Task prompt
All lines of the material that contain "transit" must be copied out.

#### Provided data

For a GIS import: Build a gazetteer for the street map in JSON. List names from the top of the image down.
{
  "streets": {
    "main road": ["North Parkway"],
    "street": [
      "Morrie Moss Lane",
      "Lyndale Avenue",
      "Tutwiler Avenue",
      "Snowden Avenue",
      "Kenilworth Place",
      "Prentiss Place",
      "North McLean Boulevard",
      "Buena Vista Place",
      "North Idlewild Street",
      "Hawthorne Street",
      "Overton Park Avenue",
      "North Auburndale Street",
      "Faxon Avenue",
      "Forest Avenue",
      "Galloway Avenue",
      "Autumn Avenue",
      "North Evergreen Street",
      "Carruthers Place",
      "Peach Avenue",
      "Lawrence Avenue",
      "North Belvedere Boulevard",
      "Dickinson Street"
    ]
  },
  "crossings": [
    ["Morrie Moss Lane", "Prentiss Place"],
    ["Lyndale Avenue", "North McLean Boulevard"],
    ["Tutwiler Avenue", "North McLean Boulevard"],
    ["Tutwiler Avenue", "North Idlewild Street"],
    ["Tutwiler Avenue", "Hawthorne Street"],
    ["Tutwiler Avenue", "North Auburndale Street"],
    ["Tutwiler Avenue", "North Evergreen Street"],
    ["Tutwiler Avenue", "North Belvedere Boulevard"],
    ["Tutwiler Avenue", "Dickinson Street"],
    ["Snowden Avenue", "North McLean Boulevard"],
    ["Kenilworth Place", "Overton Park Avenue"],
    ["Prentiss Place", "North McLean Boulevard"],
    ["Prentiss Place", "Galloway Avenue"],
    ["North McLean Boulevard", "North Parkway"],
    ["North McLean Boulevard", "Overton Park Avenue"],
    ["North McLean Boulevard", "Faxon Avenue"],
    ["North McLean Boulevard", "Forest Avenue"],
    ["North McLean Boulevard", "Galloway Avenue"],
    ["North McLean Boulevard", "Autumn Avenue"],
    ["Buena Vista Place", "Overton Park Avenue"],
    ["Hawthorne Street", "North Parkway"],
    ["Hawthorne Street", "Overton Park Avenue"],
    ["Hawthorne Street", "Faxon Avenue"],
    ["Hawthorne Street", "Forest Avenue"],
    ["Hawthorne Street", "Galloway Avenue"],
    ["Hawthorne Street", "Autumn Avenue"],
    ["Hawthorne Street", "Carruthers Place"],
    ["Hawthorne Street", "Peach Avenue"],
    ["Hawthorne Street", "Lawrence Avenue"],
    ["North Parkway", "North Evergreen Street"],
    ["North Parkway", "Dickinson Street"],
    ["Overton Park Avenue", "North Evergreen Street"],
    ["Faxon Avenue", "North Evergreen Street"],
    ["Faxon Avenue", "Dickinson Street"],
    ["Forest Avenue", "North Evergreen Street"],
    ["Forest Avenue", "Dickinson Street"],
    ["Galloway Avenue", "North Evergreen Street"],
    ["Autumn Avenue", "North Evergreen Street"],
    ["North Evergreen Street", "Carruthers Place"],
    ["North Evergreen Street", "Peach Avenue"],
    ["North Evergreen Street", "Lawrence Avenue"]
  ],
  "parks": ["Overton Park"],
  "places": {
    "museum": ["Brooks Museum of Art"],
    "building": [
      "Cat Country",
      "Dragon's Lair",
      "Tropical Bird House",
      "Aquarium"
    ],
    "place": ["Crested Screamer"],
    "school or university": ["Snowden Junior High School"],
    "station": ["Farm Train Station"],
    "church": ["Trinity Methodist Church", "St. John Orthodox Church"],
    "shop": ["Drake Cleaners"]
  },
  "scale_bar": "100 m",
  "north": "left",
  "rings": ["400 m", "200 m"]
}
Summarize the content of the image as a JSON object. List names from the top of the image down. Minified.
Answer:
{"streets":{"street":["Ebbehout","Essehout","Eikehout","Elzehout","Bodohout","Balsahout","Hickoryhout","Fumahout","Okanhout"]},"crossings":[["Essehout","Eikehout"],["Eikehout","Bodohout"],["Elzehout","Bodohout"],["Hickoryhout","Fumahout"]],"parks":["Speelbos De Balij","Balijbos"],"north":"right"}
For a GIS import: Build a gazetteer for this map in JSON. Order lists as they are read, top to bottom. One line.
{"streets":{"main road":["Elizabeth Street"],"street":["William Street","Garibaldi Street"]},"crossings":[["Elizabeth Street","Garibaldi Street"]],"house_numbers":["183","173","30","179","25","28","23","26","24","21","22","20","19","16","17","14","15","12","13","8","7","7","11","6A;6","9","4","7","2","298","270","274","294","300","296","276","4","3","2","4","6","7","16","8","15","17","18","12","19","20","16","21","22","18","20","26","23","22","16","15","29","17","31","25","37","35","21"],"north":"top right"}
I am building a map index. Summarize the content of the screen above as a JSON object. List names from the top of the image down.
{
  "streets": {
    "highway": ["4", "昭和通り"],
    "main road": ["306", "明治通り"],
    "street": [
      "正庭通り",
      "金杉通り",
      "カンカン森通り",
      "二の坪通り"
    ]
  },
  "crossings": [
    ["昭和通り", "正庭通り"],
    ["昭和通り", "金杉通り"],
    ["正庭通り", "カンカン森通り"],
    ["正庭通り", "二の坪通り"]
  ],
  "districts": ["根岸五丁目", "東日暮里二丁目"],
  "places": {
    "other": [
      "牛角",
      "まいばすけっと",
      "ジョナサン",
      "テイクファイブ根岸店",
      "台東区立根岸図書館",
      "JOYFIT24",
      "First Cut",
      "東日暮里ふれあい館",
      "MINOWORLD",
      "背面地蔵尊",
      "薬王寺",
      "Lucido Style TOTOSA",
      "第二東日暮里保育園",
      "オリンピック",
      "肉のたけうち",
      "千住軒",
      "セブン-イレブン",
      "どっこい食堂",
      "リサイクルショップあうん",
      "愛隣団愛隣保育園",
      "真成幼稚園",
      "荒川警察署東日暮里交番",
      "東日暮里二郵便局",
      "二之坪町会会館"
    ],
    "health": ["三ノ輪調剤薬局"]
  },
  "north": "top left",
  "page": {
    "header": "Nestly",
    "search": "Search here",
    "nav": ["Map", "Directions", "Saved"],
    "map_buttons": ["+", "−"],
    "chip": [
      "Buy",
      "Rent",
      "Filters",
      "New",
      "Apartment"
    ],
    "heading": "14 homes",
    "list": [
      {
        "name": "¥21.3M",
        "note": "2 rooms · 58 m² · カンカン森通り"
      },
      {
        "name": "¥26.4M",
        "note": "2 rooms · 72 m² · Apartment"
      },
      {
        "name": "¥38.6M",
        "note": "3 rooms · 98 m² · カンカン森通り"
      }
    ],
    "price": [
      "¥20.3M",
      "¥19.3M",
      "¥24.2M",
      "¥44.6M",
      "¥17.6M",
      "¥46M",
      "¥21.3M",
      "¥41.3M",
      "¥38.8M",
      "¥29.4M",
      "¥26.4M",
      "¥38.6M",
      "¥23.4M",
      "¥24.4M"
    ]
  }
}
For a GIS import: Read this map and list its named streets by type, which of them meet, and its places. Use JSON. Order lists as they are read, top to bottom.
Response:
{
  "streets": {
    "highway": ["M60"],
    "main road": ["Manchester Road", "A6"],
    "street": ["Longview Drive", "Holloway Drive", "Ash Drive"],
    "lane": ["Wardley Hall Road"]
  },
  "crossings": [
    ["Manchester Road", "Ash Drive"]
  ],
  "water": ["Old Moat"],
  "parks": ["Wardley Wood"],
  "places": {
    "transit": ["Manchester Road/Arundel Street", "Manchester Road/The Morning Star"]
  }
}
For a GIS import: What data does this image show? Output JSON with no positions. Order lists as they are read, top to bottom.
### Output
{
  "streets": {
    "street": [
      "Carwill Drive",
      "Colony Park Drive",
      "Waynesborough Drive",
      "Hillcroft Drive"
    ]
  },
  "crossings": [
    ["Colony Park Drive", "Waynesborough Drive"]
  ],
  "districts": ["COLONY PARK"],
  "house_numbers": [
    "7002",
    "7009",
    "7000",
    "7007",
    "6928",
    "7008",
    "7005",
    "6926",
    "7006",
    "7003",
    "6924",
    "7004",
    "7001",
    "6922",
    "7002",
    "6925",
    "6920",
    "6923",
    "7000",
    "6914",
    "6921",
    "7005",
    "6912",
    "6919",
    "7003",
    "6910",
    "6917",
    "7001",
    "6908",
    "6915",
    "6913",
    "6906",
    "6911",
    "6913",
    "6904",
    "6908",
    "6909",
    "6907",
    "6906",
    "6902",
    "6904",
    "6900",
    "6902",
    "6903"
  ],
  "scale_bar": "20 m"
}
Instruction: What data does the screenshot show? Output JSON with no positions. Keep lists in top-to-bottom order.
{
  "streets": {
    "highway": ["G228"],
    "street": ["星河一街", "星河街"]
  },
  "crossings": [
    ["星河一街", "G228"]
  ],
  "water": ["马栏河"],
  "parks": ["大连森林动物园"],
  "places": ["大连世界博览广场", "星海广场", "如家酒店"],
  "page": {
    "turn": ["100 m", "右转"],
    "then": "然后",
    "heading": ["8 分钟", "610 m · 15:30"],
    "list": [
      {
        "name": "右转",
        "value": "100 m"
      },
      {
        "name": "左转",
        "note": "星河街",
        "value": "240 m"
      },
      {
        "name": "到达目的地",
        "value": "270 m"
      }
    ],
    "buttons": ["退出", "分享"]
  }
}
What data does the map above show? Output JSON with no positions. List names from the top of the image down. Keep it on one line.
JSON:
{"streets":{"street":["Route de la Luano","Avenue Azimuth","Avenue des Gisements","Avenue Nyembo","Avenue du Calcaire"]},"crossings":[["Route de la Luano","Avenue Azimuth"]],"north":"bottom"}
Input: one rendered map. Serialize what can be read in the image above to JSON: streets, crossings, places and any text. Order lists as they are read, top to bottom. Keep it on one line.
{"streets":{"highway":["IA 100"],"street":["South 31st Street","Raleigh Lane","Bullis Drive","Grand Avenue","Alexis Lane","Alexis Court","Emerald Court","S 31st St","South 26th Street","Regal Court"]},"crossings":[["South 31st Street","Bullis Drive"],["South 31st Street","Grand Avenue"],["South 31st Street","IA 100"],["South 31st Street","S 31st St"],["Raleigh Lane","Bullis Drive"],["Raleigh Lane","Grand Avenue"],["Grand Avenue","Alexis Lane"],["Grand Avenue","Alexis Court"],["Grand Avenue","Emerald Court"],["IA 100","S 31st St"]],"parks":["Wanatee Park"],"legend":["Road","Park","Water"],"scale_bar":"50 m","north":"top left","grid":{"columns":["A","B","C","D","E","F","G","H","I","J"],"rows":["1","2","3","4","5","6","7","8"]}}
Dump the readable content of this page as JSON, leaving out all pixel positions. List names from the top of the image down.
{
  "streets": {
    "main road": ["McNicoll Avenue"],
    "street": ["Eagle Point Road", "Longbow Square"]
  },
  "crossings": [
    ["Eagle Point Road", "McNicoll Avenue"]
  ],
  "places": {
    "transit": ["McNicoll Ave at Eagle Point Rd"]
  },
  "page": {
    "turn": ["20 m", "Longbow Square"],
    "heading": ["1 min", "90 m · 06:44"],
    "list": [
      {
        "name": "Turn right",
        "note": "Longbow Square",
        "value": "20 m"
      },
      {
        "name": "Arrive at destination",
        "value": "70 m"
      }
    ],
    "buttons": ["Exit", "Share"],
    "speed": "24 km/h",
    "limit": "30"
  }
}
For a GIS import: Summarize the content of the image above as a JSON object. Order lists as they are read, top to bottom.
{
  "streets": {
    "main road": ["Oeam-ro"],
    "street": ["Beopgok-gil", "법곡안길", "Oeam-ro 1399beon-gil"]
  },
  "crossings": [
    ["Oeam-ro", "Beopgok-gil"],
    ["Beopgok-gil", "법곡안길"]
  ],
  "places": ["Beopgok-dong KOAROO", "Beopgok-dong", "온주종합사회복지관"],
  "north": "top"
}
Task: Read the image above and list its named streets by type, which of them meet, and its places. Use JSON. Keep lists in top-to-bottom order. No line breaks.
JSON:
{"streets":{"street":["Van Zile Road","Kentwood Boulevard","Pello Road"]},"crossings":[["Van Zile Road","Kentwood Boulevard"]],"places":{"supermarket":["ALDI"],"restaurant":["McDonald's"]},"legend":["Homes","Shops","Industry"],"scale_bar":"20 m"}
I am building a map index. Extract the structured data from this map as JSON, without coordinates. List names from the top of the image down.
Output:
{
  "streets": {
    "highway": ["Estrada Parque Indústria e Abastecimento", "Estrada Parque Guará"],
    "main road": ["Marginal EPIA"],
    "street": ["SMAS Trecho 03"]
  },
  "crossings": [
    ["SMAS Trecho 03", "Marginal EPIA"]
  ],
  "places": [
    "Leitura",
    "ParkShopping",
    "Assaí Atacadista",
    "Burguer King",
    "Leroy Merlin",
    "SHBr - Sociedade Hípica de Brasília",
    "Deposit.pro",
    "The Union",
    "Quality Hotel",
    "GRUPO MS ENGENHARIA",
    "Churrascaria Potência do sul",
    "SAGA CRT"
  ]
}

########

Task answer
    "transit": ["Manchester Road/Arundel Street", "Manchester Road/The Morning Star"]
    "transit": ["McNicoll Ave at Eagle Point Rd"]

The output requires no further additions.